Editor’s note: This story was updated to correct information about government funding for Planned Parenthood. A previous version attributed over $21 billion in funding to other health centers as going to Planned Parenthood.
Provisions in the Republican budget reconciliation bill would eliminate Medicaid funding for Planned Parenthood and any health clinics that provide abortion.
A 2024 report by Planned Parenthood says about 39% of its revenue in 2023 came from government reimbursements and grants.
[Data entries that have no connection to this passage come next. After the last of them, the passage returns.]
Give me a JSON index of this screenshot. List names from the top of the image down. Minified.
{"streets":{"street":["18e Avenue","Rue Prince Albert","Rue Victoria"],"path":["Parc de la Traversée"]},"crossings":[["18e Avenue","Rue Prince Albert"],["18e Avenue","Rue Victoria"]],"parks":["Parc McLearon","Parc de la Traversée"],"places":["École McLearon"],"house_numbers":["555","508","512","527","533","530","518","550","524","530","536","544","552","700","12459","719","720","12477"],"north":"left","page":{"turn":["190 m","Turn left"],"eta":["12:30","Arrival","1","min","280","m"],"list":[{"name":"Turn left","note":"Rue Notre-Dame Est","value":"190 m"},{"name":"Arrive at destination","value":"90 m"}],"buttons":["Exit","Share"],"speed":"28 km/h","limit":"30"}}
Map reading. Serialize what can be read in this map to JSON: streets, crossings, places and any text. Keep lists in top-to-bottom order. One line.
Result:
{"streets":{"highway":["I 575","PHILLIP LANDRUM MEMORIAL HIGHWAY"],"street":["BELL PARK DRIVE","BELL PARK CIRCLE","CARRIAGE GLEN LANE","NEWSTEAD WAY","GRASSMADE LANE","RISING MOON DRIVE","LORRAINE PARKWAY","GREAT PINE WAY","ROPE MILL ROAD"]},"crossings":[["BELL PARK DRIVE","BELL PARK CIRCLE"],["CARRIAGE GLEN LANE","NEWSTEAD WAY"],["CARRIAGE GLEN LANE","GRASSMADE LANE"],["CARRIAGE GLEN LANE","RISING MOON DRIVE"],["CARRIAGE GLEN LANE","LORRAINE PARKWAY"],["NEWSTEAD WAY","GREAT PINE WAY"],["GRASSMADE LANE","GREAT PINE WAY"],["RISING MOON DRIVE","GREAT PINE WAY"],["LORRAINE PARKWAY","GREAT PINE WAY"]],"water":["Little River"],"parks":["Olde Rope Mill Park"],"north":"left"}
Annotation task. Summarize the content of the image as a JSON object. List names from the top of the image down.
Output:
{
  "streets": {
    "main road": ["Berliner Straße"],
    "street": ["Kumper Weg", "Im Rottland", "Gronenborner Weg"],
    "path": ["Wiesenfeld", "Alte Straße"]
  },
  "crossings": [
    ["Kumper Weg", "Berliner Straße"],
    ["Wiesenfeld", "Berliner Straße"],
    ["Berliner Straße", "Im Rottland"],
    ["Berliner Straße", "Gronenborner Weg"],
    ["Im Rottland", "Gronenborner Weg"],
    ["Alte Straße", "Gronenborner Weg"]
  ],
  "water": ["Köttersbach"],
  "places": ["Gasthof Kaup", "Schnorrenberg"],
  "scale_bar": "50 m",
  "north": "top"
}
Between 2019 and 2021, Planned Parenthood affiliates received about $148 million in federal grants, according to the U.S. Government Accountability Office.
The Trump administration has described abortion as a “ violation of faith and conscience,” and said federal money should not be used to fund abortion.
Lindsay Johnson, chief external affairs officer at Planned Parenthood of Greater Washington and North Idaho, said Medicaid cuts would affect more than just abortion.
“ They come to us for STI screenings and treatment. They come to us for pregnancy testing, breast exams,” she said. “It's just the type of care that anyone needs to be healthy.”
Planned Parenthood also provides services such as pap smears, vasectomies and HIV preventative treatments.
Roughly half of Planned Parenthood’s 100,000 Washington state patients are on Medicaid, according to a fact sheet published by Democratic Sen. Maria Cantwell’s office. Cantwell issued the report to acknowledge the three-year anniversary since the Supreme Court reversed the federal right to abortion in Dobbs v. Jackson Women's Health Organization.
Johnson said she believes it would be unsustainable to have all of Planned Parenthood’s Medicaid patients transition to federally qualified health centers, or FQHCs, that can bill through Medicaid.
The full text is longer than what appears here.